[jira] Commented: (LUCENE-2186) First cut at column-stride fields (index values storage)

Michael McCandless (JIRA) Mon, 04 Jan 2010 06:54:23 -0800

    [ 
https://issues.apache.org/jira/browse/LUCENE-2186?page=com.atlassian.jira.plugin.system.issuetabpanels:comment-tabpanel&focusedCommentId=12796200#action_12796200
 ]


Michael McCandless commented on LUCENE-2186:
--------------------------------------------

bq. Is this patch for flex, as it contains CodecUtils and so on?

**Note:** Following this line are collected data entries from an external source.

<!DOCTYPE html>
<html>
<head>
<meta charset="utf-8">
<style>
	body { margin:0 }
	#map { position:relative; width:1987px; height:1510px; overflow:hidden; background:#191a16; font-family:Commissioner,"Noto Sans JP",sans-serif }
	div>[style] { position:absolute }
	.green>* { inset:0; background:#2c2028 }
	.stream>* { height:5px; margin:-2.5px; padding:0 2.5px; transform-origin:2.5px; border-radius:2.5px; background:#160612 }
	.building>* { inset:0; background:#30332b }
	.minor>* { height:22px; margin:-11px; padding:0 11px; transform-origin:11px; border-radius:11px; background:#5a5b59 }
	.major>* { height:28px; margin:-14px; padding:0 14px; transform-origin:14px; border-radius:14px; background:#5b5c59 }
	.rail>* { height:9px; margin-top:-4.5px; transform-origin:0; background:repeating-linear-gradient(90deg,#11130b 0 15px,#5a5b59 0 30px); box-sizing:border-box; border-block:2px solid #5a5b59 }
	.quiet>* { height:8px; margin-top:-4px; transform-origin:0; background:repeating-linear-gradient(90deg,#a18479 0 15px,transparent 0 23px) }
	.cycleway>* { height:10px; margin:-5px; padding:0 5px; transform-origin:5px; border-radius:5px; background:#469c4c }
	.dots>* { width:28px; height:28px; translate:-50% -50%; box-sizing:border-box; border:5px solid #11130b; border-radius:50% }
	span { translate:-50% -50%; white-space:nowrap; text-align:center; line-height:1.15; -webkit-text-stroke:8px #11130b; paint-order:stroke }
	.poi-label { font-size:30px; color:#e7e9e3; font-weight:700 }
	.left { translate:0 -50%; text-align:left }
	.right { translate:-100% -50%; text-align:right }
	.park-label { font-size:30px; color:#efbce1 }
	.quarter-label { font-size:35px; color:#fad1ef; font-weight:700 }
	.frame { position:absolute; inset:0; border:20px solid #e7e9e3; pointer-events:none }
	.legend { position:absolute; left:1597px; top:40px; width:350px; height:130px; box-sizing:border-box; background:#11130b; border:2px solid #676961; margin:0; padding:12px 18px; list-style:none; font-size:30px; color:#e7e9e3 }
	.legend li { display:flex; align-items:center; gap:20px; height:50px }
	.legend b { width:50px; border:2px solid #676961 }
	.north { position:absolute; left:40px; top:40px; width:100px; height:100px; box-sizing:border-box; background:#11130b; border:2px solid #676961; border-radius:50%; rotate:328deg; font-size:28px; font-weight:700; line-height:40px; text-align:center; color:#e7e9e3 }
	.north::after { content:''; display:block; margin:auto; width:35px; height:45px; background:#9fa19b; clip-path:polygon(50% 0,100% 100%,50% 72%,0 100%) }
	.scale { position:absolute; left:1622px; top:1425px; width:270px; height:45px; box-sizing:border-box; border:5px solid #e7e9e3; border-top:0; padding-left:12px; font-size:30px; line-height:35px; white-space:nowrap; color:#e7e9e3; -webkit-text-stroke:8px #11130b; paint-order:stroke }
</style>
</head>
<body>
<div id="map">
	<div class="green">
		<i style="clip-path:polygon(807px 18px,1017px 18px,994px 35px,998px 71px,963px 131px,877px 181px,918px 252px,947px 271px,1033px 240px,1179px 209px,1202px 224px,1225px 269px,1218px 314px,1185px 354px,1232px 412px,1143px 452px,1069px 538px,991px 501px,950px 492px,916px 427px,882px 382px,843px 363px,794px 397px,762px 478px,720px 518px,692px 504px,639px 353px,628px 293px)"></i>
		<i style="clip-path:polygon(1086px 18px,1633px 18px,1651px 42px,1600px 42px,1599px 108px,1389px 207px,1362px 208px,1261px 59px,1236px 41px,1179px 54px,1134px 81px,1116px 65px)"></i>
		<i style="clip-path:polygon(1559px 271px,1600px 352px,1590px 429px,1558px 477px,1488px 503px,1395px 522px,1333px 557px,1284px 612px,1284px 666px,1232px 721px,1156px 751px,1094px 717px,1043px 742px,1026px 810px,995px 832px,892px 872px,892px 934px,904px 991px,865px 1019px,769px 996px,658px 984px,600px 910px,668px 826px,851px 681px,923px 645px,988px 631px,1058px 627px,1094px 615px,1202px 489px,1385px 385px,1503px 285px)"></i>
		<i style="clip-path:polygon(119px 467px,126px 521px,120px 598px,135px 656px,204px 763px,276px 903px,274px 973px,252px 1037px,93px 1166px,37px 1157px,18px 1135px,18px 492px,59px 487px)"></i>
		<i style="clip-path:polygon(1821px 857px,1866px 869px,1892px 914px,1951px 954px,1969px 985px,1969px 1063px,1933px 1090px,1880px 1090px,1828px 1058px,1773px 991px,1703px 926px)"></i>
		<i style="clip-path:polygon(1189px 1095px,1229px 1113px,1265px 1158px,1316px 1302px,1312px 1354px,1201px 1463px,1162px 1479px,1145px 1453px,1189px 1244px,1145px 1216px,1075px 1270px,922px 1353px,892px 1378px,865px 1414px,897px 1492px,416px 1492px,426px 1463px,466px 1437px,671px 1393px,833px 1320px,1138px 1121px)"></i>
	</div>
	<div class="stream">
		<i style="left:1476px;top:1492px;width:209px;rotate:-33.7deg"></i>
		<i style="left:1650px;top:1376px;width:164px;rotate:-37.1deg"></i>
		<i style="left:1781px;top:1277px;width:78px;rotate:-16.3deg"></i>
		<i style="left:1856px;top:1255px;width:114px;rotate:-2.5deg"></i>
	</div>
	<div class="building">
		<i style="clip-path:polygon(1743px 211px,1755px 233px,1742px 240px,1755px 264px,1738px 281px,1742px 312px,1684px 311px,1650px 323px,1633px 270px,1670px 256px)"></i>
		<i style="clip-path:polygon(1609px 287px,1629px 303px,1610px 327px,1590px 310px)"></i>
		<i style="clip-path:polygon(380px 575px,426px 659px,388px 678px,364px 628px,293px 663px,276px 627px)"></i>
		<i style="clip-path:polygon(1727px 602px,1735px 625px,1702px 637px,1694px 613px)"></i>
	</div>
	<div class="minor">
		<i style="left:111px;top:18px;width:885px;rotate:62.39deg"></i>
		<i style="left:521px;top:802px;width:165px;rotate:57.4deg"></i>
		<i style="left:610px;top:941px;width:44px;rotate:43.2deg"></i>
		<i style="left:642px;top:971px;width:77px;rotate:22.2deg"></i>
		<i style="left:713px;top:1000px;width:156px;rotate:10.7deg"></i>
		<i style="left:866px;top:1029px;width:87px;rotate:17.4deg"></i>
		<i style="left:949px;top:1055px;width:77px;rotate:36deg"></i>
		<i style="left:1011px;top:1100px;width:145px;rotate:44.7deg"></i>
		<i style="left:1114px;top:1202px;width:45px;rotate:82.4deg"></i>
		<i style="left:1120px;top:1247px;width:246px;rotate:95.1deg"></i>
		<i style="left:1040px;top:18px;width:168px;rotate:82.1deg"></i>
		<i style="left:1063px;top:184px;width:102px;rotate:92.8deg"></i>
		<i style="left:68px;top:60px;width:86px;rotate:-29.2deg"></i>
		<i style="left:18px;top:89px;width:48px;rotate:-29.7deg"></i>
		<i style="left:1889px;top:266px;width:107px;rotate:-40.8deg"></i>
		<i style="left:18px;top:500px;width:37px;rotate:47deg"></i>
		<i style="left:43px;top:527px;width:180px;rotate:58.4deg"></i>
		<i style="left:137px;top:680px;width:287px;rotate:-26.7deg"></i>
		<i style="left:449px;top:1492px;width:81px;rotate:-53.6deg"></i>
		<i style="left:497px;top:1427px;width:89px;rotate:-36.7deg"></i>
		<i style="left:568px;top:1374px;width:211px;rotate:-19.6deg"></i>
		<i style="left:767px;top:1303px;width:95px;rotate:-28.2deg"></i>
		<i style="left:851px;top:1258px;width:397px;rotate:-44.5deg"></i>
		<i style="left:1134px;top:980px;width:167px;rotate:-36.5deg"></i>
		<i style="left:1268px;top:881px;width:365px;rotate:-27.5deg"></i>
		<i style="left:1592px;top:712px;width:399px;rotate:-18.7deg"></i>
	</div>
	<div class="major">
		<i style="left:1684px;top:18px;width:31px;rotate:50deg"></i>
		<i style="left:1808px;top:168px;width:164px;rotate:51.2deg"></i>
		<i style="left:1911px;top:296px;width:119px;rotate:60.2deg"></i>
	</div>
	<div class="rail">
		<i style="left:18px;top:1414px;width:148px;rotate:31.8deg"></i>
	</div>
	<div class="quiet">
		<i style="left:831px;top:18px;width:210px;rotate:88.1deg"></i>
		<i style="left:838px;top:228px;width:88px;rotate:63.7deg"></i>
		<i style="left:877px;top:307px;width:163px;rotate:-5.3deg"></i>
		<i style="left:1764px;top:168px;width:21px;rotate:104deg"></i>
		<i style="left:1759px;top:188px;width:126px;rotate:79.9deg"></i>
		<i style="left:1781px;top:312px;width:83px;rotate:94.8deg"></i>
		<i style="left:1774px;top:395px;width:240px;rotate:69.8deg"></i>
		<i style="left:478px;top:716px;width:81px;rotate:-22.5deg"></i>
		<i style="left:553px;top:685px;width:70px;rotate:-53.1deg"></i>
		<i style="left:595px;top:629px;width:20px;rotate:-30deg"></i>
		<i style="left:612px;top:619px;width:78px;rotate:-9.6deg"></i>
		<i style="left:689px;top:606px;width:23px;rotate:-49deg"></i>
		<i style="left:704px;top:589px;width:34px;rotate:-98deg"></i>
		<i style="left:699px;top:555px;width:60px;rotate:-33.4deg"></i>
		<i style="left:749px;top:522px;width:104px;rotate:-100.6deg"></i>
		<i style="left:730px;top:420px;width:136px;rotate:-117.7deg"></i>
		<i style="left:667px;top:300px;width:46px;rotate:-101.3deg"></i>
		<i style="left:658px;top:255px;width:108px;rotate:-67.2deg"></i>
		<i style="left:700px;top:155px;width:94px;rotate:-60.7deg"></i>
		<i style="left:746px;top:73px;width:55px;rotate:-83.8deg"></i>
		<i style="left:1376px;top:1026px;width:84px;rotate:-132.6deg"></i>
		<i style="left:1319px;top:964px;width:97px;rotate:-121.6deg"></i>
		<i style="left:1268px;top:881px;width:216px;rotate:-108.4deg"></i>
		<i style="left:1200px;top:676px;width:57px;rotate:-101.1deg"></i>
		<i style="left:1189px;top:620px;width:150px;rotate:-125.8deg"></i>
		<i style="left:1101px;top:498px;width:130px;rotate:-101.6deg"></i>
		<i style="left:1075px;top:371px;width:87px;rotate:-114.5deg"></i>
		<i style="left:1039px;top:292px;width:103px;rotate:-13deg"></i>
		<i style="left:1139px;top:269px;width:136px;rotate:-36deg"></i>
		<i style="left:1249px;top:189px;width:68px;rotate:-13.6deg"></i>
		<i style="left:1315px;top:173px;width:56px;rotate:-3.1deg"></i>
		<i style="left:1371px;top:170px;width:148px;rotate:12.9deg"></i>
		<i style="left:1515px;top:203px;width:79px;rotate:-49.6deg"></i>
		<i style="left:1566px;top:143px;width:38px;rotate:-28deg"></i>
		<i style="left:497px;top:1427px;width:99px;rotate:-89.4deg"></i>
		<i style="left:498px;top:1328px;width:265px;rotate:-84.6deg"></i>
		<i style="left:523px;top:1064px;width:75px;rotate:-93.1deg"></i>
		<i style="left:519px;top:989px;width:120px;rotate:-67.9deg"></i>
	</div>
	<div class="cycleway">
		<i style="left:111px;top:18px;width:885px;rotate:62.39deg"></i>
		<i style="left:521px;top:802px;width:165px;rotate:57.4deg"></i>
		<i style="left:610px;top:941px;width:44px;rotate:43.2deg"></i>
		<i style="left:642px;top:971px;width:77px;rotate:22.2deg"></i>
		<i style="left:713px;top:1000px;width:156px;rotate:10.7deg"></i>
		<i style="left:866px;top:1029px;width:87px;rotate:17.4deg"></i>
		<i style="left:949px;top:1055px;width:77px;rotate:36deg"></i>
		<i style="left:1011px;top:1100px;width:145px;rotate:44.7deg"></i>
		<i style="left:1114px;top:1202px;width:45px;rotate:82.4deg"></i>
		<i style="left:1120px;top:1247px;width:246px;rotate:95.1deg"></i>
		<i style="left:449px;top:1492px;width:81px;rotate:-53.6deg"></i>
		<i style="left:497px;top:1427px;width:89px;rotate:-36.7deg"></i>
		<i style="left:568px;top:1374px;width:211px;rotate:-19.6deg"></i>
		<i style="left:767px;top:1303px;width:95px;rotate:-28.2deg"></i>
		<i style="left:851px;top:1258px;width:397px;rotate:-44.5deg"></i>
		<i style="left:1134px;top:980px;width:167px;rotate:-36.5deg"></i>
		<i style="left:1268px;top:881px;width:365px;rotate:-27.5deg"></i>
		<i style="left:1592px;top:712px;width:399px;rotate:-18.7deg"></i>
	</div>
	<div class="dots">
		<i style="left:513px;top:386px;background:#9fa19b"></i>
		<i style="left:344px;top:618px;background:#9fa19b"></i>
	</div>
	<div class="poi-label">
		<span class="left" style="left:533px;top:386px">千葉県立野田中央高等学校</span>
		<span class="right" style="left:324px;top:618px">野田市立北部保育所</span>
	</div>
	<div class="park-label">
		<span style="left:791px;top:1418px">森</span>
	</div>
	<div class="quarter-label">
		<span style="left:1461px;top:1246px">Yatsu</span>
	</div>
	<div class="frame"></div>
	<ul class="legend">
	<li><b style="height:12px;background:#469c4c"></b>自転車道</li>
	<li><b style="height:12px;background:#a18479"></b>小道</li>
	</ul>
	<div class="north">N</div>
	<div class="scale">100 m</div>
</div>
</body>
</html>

Actually it's intended for trunk; I was thinking this should land
before flex (it's a much smaller change, and it's "isolated" from
flex), and so I wrote the CodecUtil/BytesRef basic infrastructure,
thinking flex would then cutover to them.

{quote}
Hmm, so random-access would obviously be the preferred approach for SSDs, but
with conventional disks I think the performance would be poor? In 1231
I implemented the var-sized CSF with a skip list, similar to a posting
list. I think we should add that here too and we can still keep the
additional index that stores the pointers? We could have two readers:
one that allows random-access and loads the pointers into RAM (or uses
MMAP as you mentioned), and a second one that doesn't load anything
into RAM, uses the skip lists and only allows iterator-based access?
{quote}

The intention here is for this ("index values") to replace field
cache, but not aim (initially at least) to do much more.  Ie, it's
"meant" to be a RAM resident (either via explicit slurping-into-RAM or
via MMAP).  So the SSD or spinning magnets should not be hit on
retrieval.

If we add an iterator API, I think it should be simpler than the
postings API (ie, no seeking, dense (every doc is visited,
sequentially) iteration).

{quote}
It looks like ByteRef is very similar to Payload? Could you use that instead 
and extend it with the new String constructor and compare methods?
{quote}

Good point!  I agree.  Also, we should use BytesRef when reading the
payload from TermsEnum.  Actually I think Payload, BytesRef, TermRef
(in flex) should all eventually be merged; of the three names, I think
I like BytesRef the best.  With *Enum in flex we can switch to
BytesRef.  For analysis we should switch PayloadAttribute to BytesRef,
and deprecate the methods using Payload?  Hmmm... but PayloadAttribute
is an interface.

{quote}
So it looks like with your approach you want to support certain
"primitive" types out of the box, such as byte[], float, int, String?
{quote}

Actually, all "primitive" types (ie, byte/short/int/long are
"included" under int, as well as arbitrary bit precision "between"
those primitive types).  Because the API uses a method invocation (eg
IntSource.get) instead of direct array access, we can "hide" how many
bits are actually used, under the impl.  Same is true for float/double
(except we can't [easily] do arbitrary bit precision here... just 4 or
8 bytes).

{quote}
If someone has custom data types, then they have, similar as with
payloads today, the byte[] indirection?
{quote}

Right, byte[] is for String, but also for arbitrary (opaque to Lucene)
extensibility.  The six anonymous (separate package private classes)
concrete impls should give good efficiency to fit the different use
cases.

{quote}
The code I initially wrote for 1231 exposed IndexOutput, so that one
can call write*() directly, without having to convert to byte[]
first. I think we will also want to do that for 2125 (store attributes
in the index). So I'm wondering if this and 2125 should work
similarly?
{quote}

This is compelling (letting Attrs read/write directly), but, I have
some questions:

  * How would the random-access API work?  (Attrs are designed for
    iteration).  Eg, just providing IndexInput/Output to the Attr
    isn't quite enough -- the encoding is sometimes context dependent
    (like frq writes the delta between docIDs, the symbol table needed
    when reading/writing deref/sorted).  How would I build a random
    access API on top of that?  captureState-per-doc is too costly.
    What API would be used to write the shared state, ie, to tell the
    Attr "we now are writing the segment, so you need to dump the
    symbol table".

  * How would the packed ints work?  EG say my ints only need 5 bits.
    (Attrs are sort of designed for one-value-at-once).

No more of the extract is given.